Last week, the Knesset Interior Committee debated a bill proposed by Shas and UTJ, the two ultra-Orthodox coalition partners, determining that the use of public mikvahs in Israel will be conducted strictly according to halakha and under the supervision of the Chief Rabbinate.
Finance Committee Chairman MK Moshe Gafni (UTJ) for his part on Friday announced that he plans to submit the bill in order to prevent the implementation of the court’s ruling. This would be in keeping with the coalition agreement between UTJ and Likud, which says that each time the Supreme Court issues a ruling that jeopardizes issues close to the heart of the Orthodox-Jewish party, the government must submit a bill to bypass the court.
Gafni, who argued that the court’s new ruling violates the national status quo on issues of religion and state, also cited the coalition’s obligation to maintain the same status quo.
Judge Elyakim Rubinstein, an Orthodox Jew who was part of the unanimous decision in favor of the Reform and Conservative petitioners, suggested in his ruling that the religious council in question, in Be’er Sheva, illegally segregated against Israeli citizens. “From the moment the state has constructed public mikvahs and made them available to the public — including for use in conversions — it cannot practice inequality in their usage,” Elyakim wrote. Rubinstein added that “the state’s decision not to supervise dipping in the mikvah that is conducted as part of a private conversion does not justify preventing it.”
One of the other two judges on the panel was Salim Joubran, a Christian Arab. Chief Justice Miriam Naor was the third judge. It should be noted that while last week Ha’aretz complained about a decision by Judge Rubinstein favoring the Chief Rabbinate, implying he should have recused himself from deciding Orthodox Jewish issues because he wears a yarmulke (sic), the same paper did not make a similar complaint in this case.
The MK Bitan compromise will suspend the application of the Mikvah law for nine months, during which time two to four mikvahs would be built for the Reform and Conservative public. The Jewish Agency is expected to bear the costs of construction. Meanwhile, the coalition would work on a softer version of the Shas-UTJ bill, which would skirt the Supreme Court ruling but not actually bypass it. The first draft was scheduled to be presented to the Interior committee Monday morning.
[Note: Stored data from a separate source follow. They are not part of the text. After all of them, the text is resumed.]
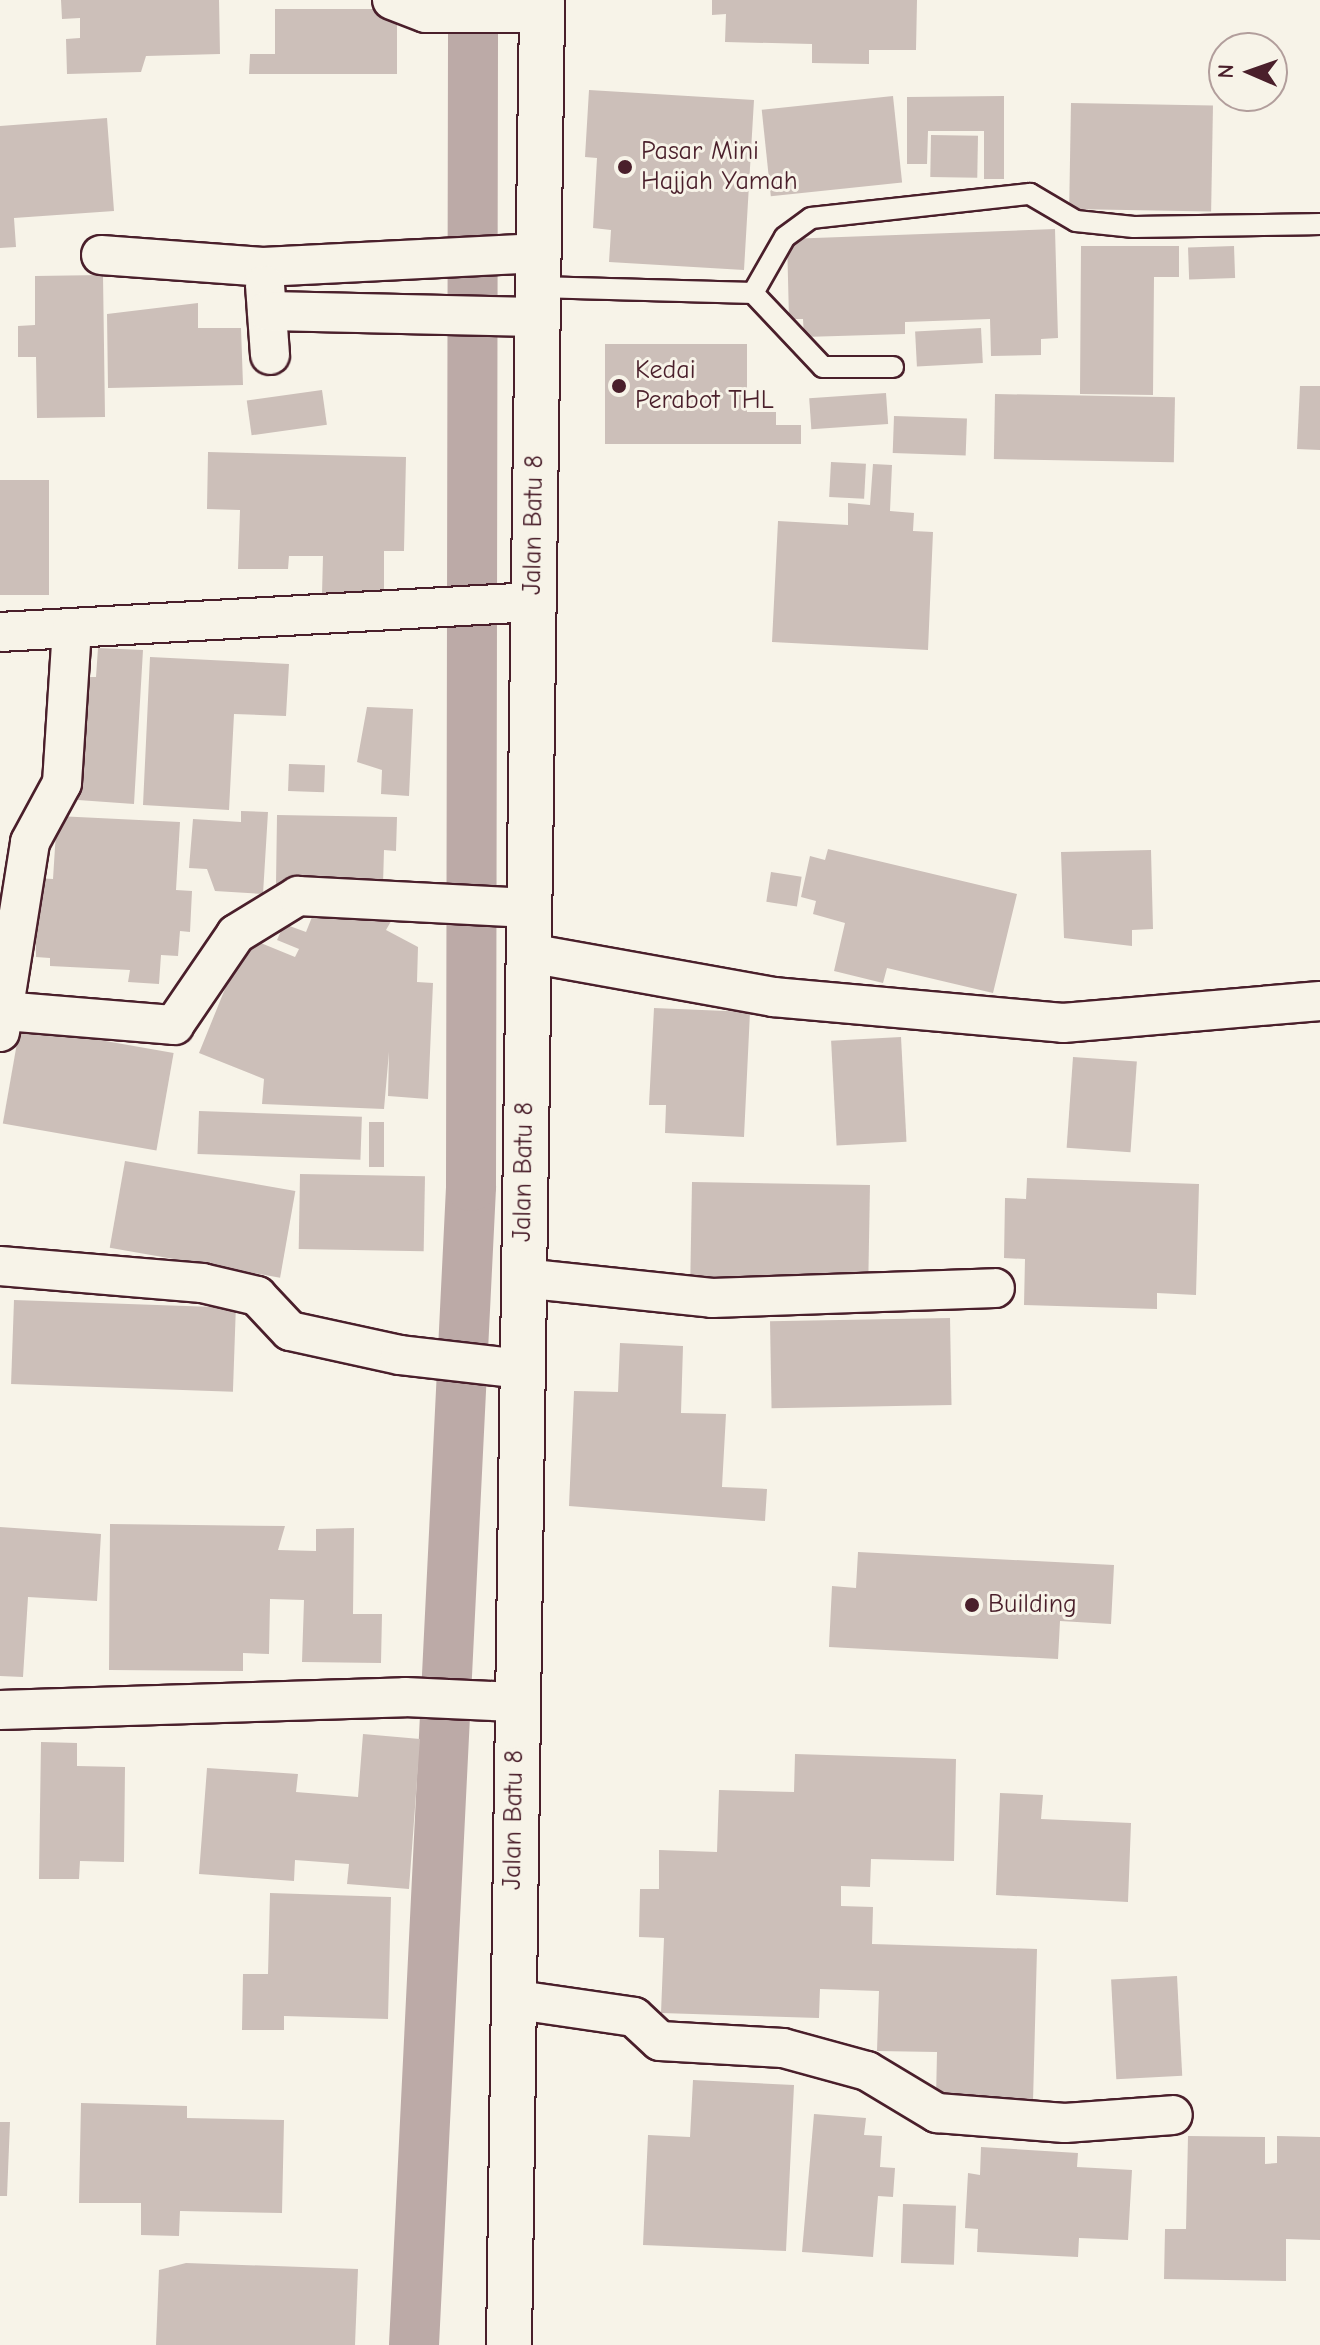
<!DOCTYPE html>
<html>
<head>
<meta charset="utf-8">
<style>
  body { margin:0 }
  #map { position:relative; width:1320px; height:2345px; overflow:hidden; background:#f7f3e8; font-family:"Comic Neue",sans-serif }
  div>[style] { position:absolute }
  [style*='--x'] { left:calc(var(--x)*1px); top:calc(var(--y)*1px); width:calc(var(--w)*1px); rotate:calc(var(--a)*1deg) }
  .canal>* { height:50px; margin:-25px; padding:0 25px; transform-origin:25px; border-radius:25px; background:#bcaaa7 }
  .building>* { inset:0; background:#ccbfb9; transform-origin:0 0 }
  .roads { filter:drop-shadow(2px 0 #4a1f2b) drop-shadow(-2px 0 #4a1f2b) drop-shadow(0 2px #4a1f2b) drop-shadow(0 -2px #4a1f2b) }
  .service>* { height:20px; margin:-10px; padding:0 10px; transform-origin:10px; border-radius:10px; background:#f7f3e8 }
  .minor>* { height:38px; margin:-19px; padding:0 19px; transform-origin:19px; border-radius:19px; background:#f7f3e8 }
  .tertiary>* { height:44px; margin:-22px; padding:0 22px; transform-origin:22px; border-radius:22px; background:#f7f3e8 }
  .dots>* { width:22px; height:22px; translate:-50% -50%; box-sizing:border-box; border:4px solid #f7f3e8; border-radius:50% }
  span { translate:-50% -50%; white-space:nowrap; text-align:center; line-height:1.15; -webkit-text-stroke:6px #f7f3e8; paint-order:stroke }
  .poi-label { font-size:26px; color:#4a1f2b }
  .left { translate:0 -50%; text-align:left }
  .street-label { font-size:26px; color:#4a1f2b }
  .north { position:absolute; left:1208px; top:32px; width:80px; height:80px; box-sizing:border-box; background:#f7f3e8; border:2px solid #b29e9c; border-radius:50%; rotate:272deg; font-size:22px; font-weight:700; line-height:32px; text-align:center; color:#4a1f2b }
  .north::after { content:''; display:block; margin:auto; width:28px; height:36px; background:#4a1f2b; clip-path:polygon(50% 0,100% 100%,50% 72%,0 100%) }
</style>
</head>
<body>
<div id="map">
  <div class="canal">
    <div style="--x:414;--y:2345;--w:1160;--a:-87.18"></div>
    <div style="--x:471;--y:1186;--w:1186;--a:-89.9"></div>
  </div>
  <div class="building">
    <div style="clip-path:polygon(61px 0,219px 0,220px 54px,146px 56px,141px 72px,67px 74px,66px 39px,80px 38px,80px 18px,62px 19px)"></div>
    <div style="clip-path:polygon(712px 0,917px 0,916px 50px,869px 50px,869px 64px,812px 63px,812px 44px,725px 42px,726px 14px,712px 15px)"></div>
    <div style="clip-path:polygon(275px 9px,397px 9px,397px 74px,249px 74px,250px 54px,275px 54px)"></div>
    <div style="clip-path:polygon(589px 90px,754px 100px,744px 270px,609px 262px,611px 230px,593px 228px,597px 158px,585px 157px)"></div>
    <div style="left:893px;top:96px;width:87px;height:132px;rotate:84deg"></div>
    <div style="clip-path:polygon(1004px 96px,1004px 179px,984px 179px,984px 131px,928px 131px,927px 164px,907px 164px,907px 97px)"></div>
    <div style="left:1071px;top:103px;width:142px;height:106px;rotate:1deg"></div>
    <div style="clip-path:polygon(107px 118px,114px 211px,14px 218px,16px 247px,0 248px,0 126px)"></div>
    <div style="left:931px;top:135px;width:47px;height:42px;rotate:1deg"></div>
    <div style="clip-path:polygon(1055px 229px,1058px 338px,1041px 339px,1041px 355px,991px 356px,990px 319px,905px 322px,905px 334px,804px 337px,803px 319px,789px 319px,787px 239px)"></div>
    <div style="clip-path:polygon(1081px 246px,1179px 246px,1179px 277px,1154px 277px,1153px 395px,1080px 394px)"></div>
    <div style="left:1234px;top:246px;width:32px;height:46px;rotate:88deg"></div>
    <div style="clip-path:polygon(103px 275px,105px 417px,37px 418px,36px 357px,18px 357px,18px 326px,35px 325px,35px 276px)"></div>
    <div style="clip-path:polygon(198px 303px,198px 328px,241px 328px,243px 385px,108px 388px,107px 314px)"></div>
    <div style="left:981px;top:328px;width:35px;height:66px;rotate:87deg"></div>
    <div style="clip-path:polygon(605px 344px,747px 344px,747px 412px,776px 412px,776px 425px,801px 425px,801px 444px,605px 444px)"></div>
    <div style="clip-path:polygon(1300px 386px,1320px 386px,1320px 450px,1297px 449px)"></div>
    <div style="left:322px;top:390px;width:35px;height:76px;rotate:82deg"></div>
    <div style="left:886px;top:393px;width:31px;height:77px;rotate:86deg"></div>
    <div style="left:995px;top:394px;width:180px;height:65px;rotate:1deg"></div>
    <div style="left:894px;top:416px;width:73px;height:37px;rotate:2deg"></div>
    <div style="clip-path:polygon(208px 452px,406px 457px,404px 551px,384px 551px,384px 595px,322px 594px,323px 556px,289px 556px,288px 569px,238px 569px,240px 510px,207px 509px)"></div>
    <div style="left:831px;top:462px;width:35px;height:35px;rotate:3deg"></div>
    <div style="clip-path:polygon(873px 464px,892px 465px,890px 511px,914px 513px,913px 531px,933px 532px,928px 650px,772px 642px,778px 521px,848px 525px,848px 503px,870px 505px)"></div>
    <div style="left:0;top:480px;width:49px;height:115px"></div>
    <div style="clip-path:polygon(98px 648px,143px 650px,134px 804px,78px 800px,85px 677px,96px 677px)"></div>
    <div style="clip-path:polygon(150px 657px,289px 664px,286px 716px,234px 714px,229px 810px,143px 805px)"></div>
    <div style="clip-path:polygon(367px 707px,413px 709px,409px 796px,381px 794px,382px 770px,357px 762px)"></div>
    <div style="left:289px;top:764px;width:36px;height:27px;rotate:2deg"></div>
    <div style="clip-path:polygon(241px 811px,268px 812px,263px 894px,215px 891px,207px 869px,189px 868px,193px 819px,241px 822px)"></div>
    <div style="clip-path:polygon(277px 815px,397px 817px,396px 851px,384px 850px,383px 885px,276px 884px)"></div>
    <div style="clip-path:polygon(57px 816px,180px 822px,176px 890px,192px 891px,190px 932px,180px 931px,178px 956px,161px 955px,159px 984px,128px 982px,130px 970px,50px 966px,50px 958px,36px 957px,35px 878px,53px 879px)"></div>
    <div style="clip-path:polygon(828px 849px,1017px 894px,993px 993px,887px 968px,883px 983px,834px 971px,845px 923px,813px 914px,816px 901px,801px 897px,810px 856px,825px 860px)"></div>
    <div style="clip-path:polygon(1151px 850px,1153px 929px,1132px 930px,1132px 946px,1064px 938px,1061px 852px)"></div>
    <div style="left:771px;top:872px;width:31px;height:30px;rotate:9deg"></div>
    <div style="clip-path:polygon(316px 907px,394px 916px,386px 930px,418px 947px,417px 982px,433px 983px,428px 1099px,388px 1096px,389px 1052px,384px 1109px,262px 1104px,264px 1079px,199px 1053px,246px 937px,295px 957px,299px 949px,277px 940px,284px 924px,306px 932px)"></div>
    <div style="clip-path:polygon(654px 1008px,750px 1012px,744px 1137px,665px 1133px,666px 1105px,649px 1105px)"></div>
    <div style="left:20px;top:1026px;width:156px;height:99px;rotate:10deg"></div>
    <div style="left:901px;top:1037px;width:105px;height:70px;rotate:87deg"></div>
    <div style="left:1073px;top:1057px;width:64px;height:91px;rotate:4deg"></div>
    <div style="left:199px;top:1111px;width:163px;height:43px;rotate:2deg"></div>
    <div style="left:369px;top:1122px;width:15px;height:45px"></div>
    <div style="left:125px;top:1161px;width:173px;height:88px;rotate:10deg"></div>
    <div style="left:300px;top:1174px;width:125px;height:75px;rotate:1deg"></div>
    <div style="clip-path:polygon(1027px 1178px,1199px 1184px,1196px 1295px,1157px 1293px,1157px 1309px,1024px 1305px,1025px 1259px,1004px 1258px,1005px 1198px,1026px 1199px)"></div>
    <div style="left:692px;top:1182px;width:178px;height:101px;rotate:1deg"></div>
    <div style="left:14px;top:1300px;width:222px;height:84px;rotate:2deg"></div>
    <div style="left:950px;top:1318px;width:87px;height:180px;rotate:89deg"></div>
    <div style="clip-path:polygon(620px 1343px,683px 1346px,681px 1413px,726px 1414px,722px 1487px,767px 1489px,765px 1521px,569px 1506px,574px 1391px,618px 1392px)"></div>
    <div style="clip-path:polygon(110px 1524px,285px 1526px,278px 1550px,316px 1551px,316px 1529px,354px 1528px,353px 1614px,382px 1614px,381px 1663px,302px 1662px,304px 1600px,270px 1599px,269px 1654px,243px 1653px,243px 1671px,109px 1670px)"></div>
    <div style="clip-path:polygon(0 1527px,101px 1534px,97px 1601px,28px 1597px,23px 1677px,0 1676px)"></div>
    <div style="clip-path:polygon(858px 1552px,1114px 1565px,1111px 1624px,1060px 1621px,1058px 1659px,829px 1647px,832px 1586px,856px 1588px)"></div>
    <div style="clip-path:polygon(363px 1734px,420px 1739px,409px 1889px,347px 1884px,349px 1864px,295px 1860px,294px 1881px,199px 1874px,207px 1768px,298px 1774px,296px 1792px,358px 1797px)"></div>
    <div style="clip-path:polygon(41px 1742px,77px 1743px,77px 1766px,125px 1767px,124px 1862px,80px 1861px,79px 1879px,39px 1879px)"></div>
    <div style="clip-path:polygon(795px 1754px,956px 1759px,954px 1861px,871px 1859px,870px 1887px,841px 1886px,841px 1906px,873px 1907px,872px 1944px,1037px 1949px,1033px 2102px,936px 2099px,937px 2052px,877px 2051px,879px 1991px,820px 1989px,819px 2018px,661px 2013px,664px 1938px,639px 1937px,640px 1889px,659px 1889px,659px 1850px,717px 1852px,719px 1790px,794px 1792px)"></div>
    <div style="clip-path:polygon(1000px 1793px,1043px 1795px,1041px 1819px,1131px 1823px,1128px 1902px,996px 1895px)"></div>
    <div style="clip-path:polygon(270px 1893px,391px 1897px,388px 2019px,284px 2016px,284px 2030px,242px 2030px,243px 1974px,268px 1974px)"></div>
    <div style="left:1177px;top:1976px;width:100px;height:66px;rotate:87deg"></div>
    <div style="clip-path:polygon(693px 2080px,794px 2085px,786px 2251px,643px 2245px,648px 2135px,690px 2137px)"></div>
    <div style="clip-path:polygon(81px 2103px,187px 2106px,187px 2118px,284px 2120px,282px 2213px,180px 2211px,179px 2236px,141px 2235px,141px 2203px,79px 2203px)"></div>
    <div style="clip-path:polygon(814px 2114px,866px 2118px,864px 2135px,882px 2136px,880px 2167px,895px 2168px,893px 2197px,878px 2196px,873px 2257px,802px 2252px)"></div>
    <div style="clip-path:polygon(0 2122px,10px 2122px,7px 2196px,0 2196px)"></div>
    <div style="clip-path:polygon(1188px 2136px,1265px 2137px,1265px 2164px,1277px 2163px,1277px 2136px,1320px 2137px,1320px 2240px,1286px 2239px,1286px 2281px,1164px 2279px,1165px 2229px,1186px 2229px)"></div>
    <div style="clip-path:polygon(981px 2147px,1078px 2153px,1077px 2167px,1132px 2170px,1128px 2240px,1079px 2238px,1078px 2257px,977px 2252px,978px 2229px,965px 2228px,968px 2173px,980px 2175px)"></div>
    <div style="left:903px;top:2204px;width:53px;height:59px;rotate:2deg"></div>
    <div style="clip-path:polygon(186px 2263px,358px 2269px,355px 2345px,156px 2345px,159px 2270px)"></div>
  </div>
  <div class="roads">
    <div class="service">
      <div style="--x:538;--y:287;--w:215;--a:1.6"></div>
      <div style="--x:753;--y:293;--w:64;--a:-60.3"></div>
      <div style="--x:785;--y:237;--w:32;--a:-36"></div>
      <div style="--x:811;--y:218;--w:220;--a:-6.3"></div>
      <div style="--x:1030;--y:194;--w:53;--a:30.4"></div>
      <div style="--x:1076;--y:221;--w:58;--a:5.9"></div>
      <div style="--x:1134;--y:227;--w:186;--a:-0.9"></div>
      <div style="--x:753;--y:293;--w:102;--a:46.6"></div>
      <div style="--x:823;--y:367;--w:70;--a:0"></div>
    </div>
    <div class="minor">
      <div style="--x:392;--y:0;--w:36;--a:21"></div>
      <div style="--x:426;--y:13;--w:116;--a:0"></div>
      <div style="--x:101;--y:255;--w:162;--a:4.2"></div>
      <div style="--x:263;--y:267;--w:277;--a:-2.9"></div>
      <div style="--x:265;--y:285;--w:70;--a:85.9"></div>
      <div style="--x:267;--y:311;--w:270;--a:1.3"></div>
      <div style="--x:0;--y:632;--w:534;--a:-3.22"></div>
      <div style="--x:529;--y:953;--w:248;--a:10.2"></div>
      <div style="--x:773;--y:997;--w:291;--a:5.1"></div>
      <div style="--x:1063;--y:1023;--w:258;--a:-4.9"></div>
      <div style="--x:4;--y:1011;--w:171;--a:4.7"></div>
      <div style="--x:174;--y:1025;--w:110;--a:-55.7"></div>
      <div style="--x:236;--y:934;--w:73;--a:-31.5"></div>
      <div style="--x:298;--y:896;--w:231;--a:3"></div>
      <div style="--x:0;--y:1032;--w:192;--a:-81"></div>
      <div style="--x:30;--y:842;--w:67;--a:-61.5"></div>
      <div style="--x:62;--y:783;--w:154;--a:-86.3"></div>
      <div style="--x:0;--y:1266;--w:203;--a:4.8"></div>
      <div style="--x:202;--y:1283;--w:57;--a:13.3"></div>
      <div style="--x:257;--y:1296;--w:48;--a:46.7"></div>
      <div style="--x:290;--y:1331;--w:113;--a:12.3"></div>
      <div style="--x:400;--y:1355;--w:122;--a:6.6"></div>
      <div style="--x:522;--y:1278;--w:191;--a:6"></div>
      <div style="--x:712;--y:1298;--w:283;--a:-2"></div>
      <div style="--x:0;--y:1710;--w:405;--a:-1.8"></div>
      <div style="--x:405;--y:1697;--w:111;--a:2.6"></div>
      <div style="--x:511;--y:1999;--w:124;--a:8.3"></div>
      <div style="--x:634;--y:2017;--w:35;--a:43"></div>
      <div style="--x:660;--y:2041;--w:123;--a:3.3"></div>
      <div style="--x:783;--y:2048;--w:87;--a:15.3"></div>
      <div style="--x:867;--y:2071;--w:82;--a:31"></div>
      <div style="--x:937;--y:2113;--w:128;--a:4.5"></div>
      <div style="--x:1065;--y:2123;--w:108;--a:-4.2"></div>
    </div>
    <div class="tertiary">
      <div style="--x:509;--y:2345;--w:2345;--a:-89.19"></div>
    </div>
  </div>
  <div class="dots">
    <div style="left:625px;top:167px;background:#4a1f2b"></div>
    <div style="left:619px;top:386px;background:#4a1f2b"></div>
    <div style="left:972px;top:1605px;background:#4a1f2b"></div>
  </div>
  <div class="poi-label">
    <span class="left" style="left:641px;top:167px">Pasar Mini<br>Hajjah Yamah</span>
    <span class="left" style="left:635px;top:386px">Kedai<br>Perabot THL</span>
    <span class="left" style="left:988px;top:1605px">Building</span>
  </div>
  <div class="street-label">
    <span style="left:534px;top:525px;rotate:-89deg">Jalan Batu 8</span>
    <span style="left:524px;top:1172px;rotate:-89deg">Jalan Batu 8</span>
    <span style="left:514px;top:1820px;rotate:-89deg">Jalan Batu 8</span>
  </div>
  <div class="north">N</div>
</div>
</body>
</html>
According to MK Bitan, “We are not planning to pass a Supreme Court bypassing law, but instead to find solutions to the problems raised by the court’s ruling. According to the understanding, we will build between two to four mikvahs in various locations in the country for the Reform and Conservative public so they can dip there according to their method.” Bitan stressed that “we must maintain equality for everyone in spending resources.”
A Haredi party source that spoke to JNi.media on the condition of anonymity said the Bitan compromise will most likely be accepted since it does not actually compel religious councils to share existing mikvahs with the Reform and Conservative, but allocates to them new mikvahs. Nevertheless, the Haredi coalition parties are likely going to be subjected to attacks from the Haredi media, which see the very idea of allowing the two non-Orthodox movement a foot in the door as ushering disaster. Some in the Haredi media, such as Ha’peles, would like to see the Haredi parties using their critical role in Netanyahu’s small coalition to extract deeper concessions regarding the non-Orthodox mikvahs.